[Records supplied — start]
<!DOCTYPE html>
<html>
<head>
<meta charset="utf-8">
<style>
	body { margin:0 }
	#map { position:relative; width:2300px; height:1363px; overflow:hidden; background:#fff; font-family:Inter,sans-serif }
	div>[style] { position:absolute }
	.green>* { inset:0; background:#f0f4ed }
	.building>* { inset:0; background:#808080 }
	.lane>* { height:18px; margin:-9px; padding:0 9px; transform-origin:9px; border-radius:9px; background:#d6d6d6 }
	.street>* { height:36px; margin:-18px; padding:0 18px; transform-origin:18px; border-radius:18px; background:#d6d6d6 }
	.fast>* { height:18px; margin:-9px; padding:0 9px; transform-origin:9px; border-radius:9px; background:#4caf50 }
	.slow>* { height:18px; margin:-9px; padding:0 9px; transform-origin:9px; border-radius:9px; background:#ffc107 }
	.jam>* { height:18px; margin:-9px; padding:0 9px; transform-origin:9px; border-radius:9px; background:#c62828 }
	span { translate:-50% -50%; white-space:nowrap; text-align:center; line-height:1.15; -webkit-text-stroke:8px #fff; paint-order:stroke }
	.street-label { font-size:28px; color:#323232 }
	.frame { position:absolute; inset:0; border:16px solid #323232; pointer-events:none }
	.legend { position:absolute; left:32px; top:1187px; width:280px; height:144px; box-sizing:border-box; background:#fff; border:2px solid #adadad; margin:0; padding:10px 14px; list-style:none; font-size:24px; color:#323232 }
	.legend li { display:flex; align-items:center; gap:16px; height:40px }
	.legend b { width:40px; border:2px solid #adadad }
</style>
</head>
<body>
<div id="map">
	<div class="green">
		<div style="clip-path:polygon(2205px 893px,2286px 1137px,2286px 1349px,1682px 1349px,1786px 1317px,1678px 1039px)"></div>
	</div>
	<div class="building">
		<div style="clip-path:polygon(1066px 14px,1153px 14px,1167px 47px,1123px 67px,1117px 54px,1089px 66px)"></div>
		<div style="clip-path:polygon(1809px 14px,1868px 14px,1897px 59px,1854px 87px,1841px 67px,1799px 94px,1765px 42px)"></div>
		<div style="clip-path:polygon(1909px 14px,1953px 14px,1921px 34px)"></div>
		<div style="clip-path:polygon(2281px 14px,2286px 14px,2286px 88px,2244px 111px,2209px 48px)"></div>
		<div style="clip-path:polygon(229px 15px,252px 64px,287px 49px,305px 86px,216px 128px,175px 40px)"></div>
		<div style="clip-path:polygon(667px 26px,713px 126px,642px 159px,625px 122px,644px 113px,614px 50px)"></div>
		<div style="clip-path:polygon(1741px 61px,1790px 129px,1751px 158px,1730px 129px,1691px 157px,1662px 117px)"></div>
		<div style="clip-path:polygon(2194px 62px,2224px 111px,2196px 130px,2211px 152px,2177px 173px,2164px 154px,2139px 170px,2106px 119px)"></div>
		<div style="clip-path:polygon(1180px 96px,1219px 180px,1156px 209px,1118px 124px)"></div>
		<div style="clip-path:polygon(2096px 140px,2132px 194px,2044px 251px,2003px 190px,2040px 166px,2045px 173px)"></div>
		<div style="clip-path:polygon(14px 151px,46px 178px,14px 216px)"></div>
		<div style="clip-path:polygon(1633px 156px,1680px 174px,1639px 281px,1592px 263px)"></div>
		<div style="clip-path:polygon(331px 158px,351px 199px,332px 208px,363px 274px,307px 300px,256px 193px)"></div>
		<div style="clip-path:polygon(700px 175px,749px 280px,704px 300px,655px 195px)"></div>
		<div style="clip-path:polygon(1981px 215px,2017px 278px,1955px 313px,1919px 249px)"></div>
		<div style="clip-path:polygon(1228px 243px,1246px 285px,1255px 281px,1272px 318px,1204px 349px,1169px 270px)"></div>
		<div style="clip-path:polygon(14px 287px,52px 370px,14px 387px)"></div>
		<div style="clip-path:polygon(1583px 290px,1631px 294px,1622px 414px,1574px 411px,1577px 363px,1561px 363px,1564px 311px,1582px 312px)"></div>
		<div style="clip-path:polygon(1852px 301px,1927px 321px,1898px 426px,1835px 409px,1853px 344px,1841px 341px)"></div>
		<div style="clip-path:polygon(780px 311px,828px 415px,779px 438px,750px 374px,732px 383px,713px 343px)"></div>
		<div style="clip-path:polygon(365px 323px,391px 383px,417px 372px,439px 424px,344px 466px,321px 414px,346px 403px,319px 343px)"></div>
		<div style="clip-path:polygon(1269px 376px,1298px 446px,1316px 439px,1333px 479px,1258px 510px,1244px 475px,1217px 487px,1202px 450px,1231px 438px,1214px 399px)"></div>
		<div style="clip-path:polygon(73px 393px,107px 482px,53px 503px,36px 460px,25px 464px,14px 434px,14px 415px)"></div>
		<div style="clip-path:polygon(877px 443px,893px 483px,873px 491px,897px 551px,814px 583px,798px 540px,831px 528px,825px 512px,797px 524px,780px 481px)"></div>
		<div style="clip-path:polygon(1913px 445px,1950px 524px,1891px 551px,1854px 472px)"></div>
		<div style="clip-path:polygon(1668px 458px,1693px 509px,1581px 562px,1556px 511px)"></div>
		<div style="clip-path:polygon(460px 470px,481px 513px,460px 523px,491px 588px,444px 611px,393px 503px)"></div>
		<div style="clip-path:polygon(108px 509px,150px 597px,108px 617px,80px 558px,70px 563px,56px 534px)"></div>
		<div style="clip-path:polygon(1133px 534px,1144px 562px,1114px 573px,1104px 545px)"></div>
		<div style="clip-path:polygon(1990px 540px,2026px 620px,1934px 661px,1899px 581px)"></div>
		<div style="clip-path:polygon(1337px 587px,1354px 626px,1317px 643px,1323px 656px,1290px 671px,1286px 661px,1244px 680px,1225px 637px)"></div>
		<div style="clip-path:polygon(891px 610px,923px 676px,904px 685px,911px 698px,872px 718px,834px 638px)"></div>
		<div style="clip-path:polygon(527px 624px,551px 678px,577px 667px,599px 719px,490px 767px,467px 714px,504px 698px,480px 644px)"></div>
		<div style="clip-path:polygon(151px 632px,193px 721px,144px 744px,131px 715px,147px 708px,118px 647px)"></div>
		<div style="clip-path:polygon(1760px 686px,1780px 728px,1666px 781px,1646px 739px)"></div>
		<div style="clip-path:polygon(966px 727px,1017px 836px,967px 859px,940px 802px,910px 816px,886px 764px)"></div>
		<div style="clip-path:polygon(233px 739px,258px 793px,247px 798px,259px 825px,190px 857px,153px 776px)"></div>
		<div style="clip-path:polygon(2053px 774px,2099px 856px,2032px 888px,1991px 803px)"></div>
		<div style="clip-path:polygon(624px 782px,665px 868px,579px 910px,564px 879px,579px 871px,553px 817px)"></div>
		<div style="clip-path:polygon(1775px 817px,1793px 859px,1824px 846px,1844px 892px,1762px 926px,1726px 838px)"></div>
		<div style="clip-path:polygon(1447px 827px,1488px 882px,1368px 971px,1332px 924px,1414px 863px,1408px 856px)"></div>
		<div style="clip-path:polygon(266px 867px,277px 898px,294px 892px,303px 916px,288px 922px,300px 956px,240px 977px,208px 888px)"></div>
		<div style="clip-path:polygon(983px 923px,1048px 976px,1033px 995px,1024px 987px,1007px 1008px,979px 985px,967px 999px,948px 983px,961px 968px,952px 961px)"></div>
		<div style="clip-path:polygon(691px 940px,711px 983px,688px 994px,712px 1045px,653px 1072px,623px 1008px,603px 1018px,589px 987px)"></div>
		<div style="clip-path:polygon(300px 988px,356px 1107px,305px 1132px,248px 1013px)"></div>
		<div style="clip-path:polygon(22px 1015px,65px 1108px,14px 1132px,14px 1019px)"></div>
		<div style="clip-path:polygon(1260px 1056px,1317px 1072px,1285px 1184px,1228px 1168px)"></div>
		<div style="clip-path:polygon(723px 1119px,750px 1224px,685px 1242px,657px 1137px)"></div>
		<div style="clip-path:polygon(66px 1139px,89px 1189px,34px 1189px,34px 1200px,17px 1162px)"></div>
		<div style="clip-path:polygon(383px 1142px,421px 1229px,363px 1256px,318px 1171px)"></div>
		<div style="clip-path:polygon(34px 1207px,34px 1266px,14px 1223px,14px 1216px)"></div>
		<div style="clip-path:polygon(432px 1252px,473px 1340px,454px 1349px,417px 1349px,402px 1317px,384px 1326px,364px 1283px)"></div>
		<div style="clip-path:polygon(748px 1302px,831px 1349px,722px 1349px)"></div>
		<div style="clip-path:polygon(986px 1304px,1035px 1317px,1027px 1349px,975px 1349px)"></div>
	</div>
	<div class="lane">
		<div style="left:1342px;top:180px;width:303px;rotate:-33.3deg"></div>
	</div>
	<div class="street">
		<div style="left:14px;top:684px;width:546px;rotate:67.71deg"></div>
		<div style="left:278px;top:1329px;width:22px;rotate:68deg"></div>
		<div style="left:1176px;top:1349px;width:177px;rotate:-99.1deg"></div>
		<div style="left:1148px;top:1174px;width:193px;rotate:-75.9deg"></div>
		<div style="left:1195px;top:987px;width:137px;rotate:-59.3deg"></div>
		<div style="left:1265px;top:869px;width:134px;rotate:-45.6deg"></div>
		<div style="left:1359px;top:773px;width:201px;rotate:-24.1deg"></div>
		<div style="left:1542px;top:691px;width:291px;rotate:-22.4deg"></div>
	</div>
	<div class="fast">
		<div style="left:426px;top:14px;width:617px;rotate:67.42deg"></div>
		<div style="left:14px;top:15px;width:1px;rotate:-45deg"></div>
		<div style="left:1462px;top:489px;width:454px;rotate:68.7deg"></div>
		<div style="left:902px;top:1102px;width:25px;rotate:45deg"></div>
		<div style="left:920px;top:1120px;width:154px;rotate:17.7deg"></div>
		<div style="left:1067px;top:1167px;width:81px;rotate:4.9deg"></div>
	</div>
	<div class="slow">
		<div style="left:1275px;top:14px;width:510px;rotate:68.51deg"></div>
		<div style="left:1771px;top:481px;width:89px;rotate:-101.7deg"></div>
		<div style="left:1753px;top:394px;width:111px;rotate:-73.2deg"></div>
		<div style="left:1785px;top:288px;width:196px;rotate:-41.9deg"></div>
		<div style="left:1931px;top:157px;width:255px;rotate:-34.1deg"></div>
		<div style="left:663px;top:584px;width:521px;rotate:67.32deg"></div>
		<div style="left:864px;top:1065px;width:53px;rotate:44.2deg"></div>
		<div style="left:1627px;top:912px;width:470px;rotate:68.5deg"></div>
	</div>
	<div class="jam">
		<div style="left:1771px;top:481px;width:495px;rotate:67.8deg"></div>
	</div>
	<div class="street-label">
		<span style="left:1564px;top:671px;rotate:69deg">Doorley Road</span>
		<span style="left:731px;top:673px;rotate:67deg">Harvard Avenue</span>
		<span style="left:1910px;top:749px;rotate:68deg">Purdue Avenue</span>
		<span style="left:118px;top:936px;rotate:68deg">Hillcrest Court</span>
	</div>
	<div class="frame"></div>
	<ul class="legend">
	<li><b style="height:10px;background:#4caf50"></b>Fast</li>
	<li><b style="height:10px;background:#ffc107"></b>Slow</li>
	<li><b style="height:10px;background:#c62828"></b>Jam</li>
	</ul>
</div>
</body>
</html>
[Records supplied — finish]
Task brief:
If a line in the data contains the string "radius", copy it.

Exercise result:
	.lane>* { height:18px; margin:-9px; padding:0 9px; transform-origin:9px; border-radius:9px; background:#d6d6d6 }
	.street>* { height:36px; margin:-18px; padding:0 18px; transform-origin:18px; border-radius:18px; background:#d6d6d6 }
	.fast>* { height:18px; margin:-9px; padding:0 9px; transform-origin:9px; border-radius:9px; background:#4caf50 }
	.slow>* { height:18px; margin:-9px; padding:0 9px; transform-origin:9px; border-radius:9px; background:#ffc107 }
	.jam>* { height:18px; margin:-9px; padding:0 9px; transform-origin:9px; border-radius:9px; background:#c62828 }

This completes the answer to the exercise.